Dallas County is once more subjecting its residents to a mask mandate, after a Wednesday order from Judge Clay Jenkins, Charles Scudder with The Dallas Morning News reported. That same day, Texas Attorney General Ken Paxton asked an appeals court to reverse the order.
The legal battles have come about and moved quickly.
On July 29, Gov. Gregg Abbott, a Republican, issued an executive order fining local governments if they mandated masks or required proof of vaccination, as Landon reported.

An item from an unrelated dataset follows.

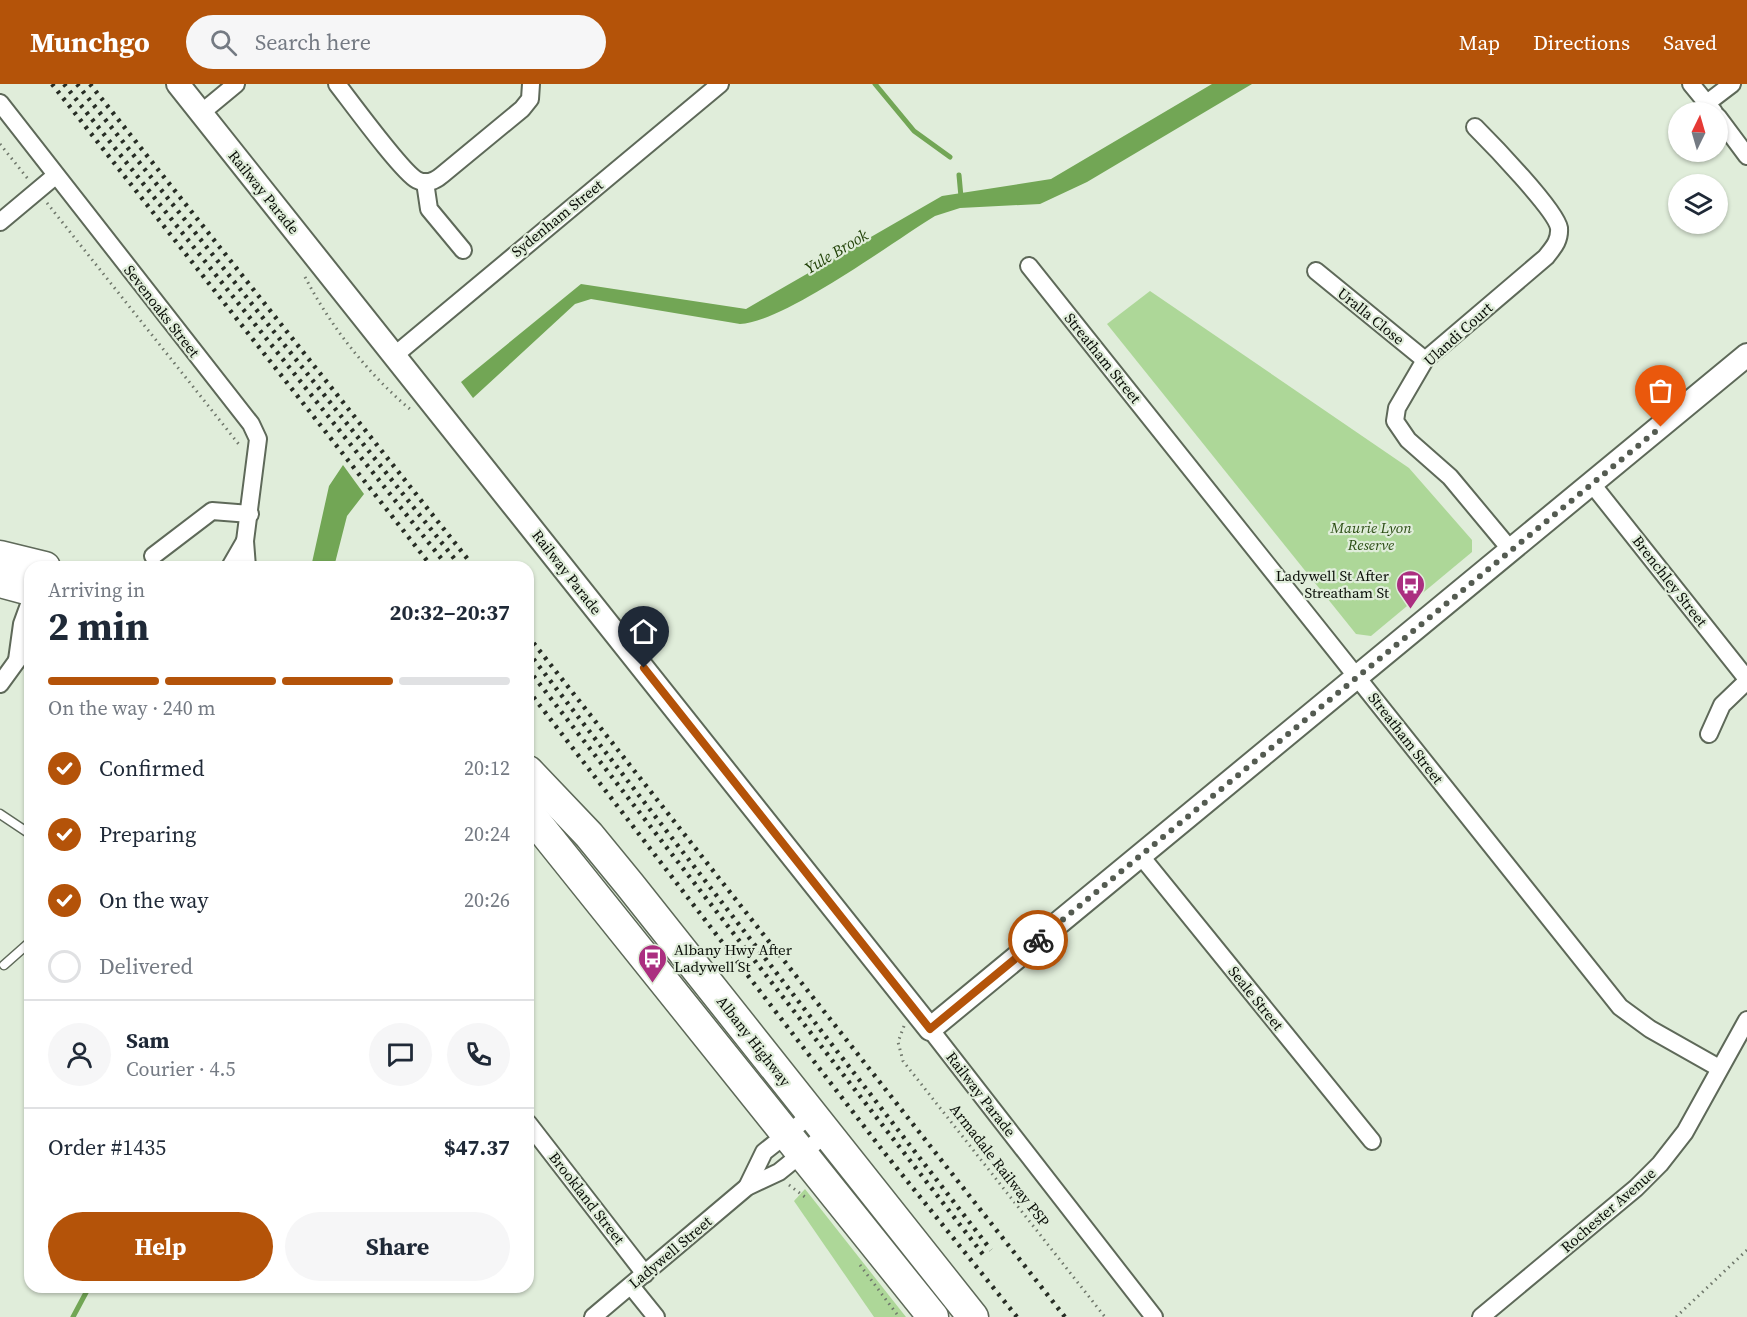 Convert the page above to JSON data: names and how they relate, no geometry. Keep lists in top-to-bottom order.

A district judge issued a temporary restraining order late Tuesday night that restricts enforcement of Abbott's ban on such mandates.
As Scudder reported:
Jenkins’ order is the result of a win in the courts late Tuesday stemming from a suit between Jenkins and Dallas County Commissioner J.J. Koch, who was escorted from a Commissioners Court meeting last week for refusing to wear a mask after it was mandated. Koch sued Jenkins for violating Abbott’s order, who in turn sued the governor.

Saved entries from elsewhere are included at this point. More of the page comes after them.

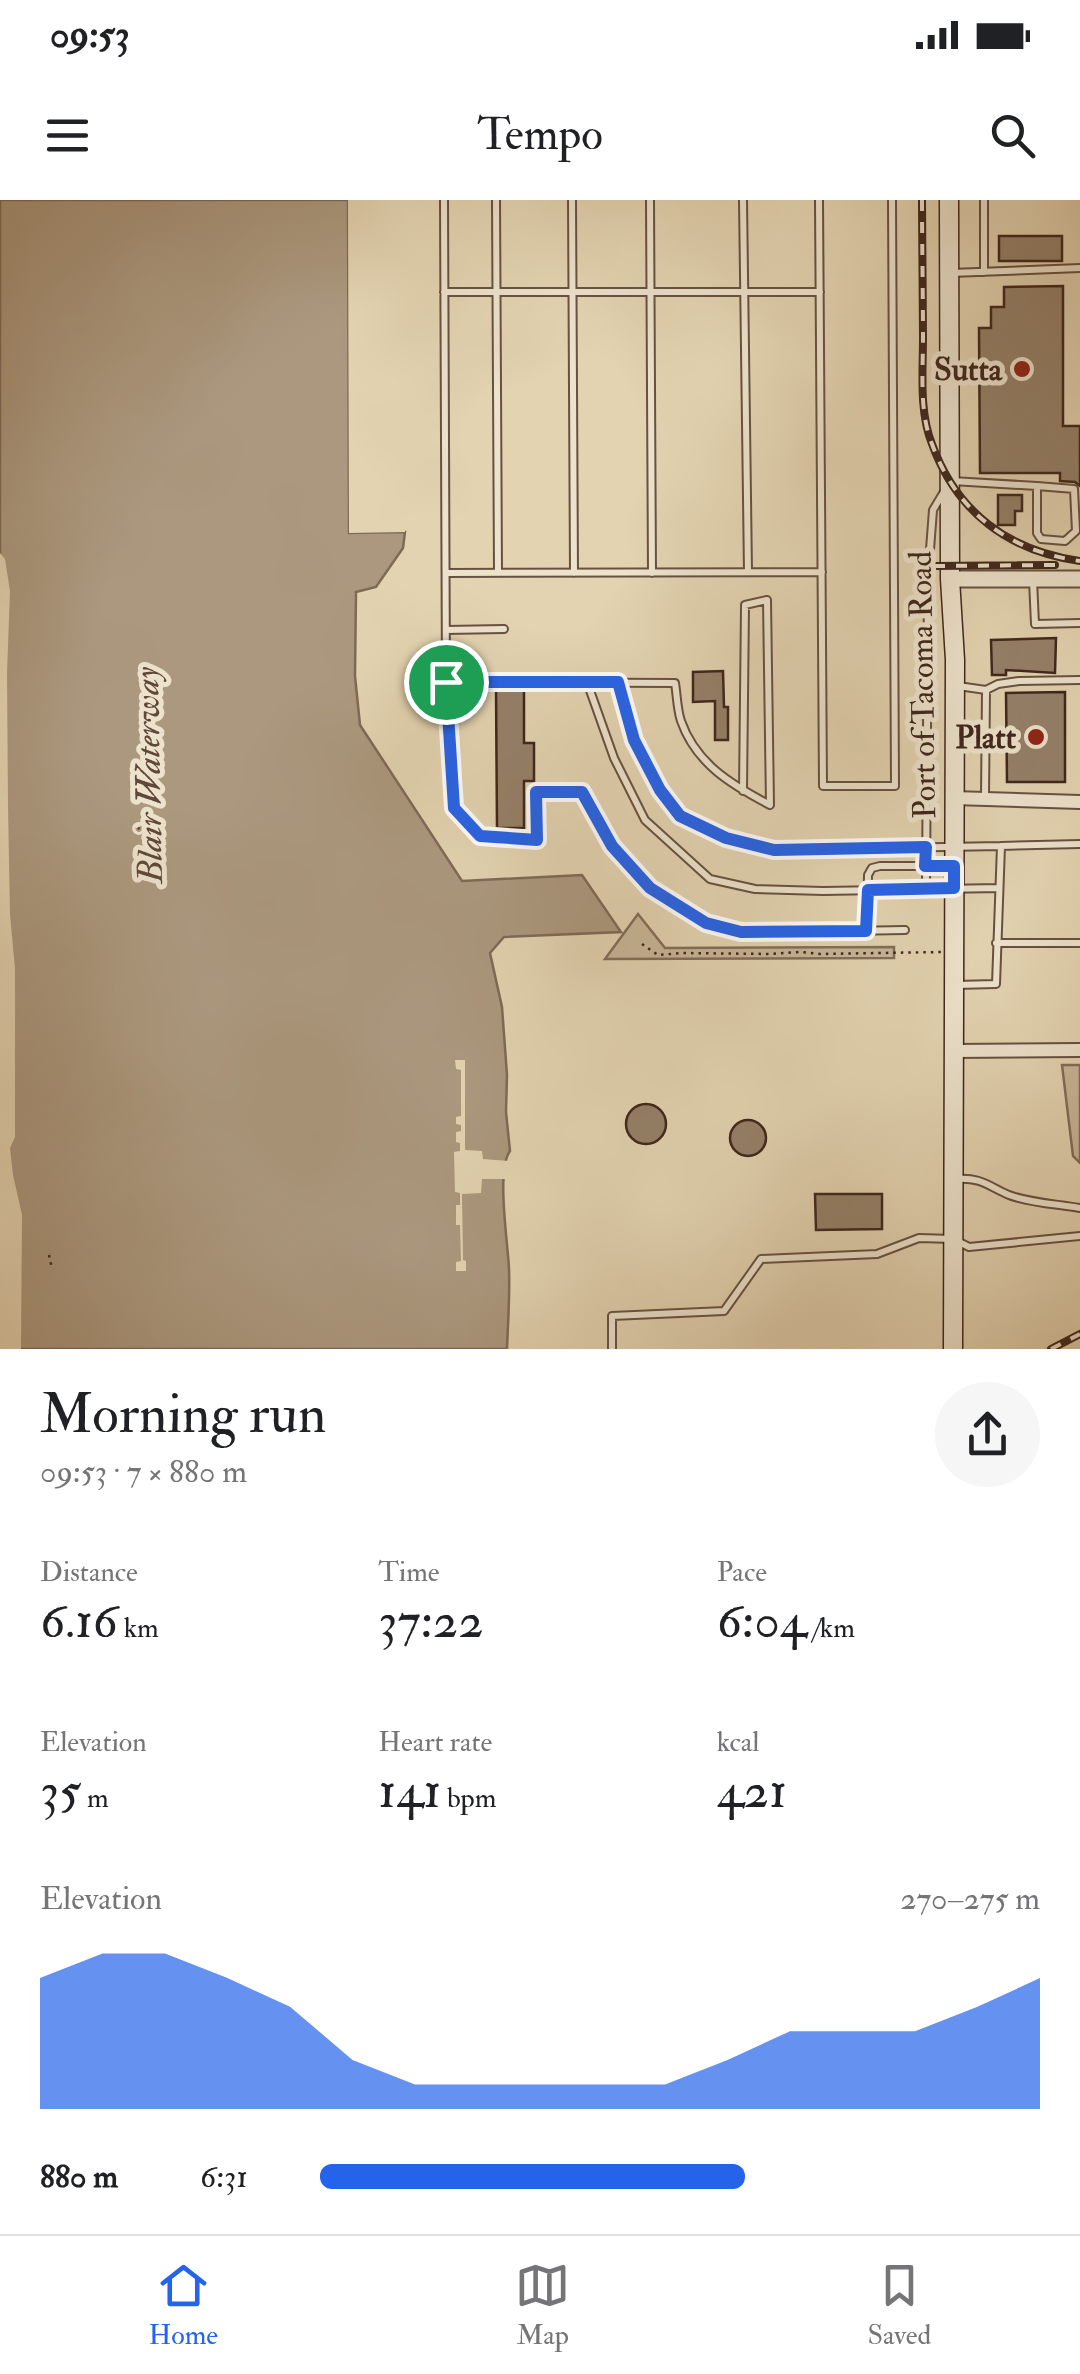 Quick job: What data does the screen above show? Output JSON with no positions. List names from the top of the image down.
{
  "streets": {
    "main road": ["Port of Tacoma Road"]
  },
  "water": ["Blair Waterway"],
  "places": ["Sutta", "Platt"],
  "page": {
    "status": "09:53",
    "header": "Tempo",
    "heading": ["Morning run", "09:53 · 7 × 880 m"],
    "stats": [
      ["Distance", "6.16 km"],
      ["Time", "37:22"],
      ["Pace", "6:04 /km"],
      ["Elevation", "35 m"],
      ["Heart rate", "141 bpm"],
      ["kcal", "421"]
    ],
    "chart": ["Elevation", "270–275 m"],
    "list": [
      {
        "name": "880 m",
        "note": "6:31"
      }
    ],
    "tabs": ["Home", "Map", "Saved"]
  }
}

A Dallas County judge heard arguments from Jenkins’ and Abbott’s attorneys Tuesday before deciding that the governor’s executive order precluding local mask mandates was “not [a] necessary action to combat the pandemic.”
“The citizens of Dallas County have and will continue to be damaged and injured by Governor Abbott’s conduct,” the order reads. “Judge Jenkins cannot be precluded from implementing the mitigation strategies he believes are sound, reliable, and backed by scientific evidence.”
"On Tuesday, officials from Bexar County and San Antonio also filed a temporary restraining order against the executive order, which a judge approved later that day," Caroline Vakil with The Hill also reported.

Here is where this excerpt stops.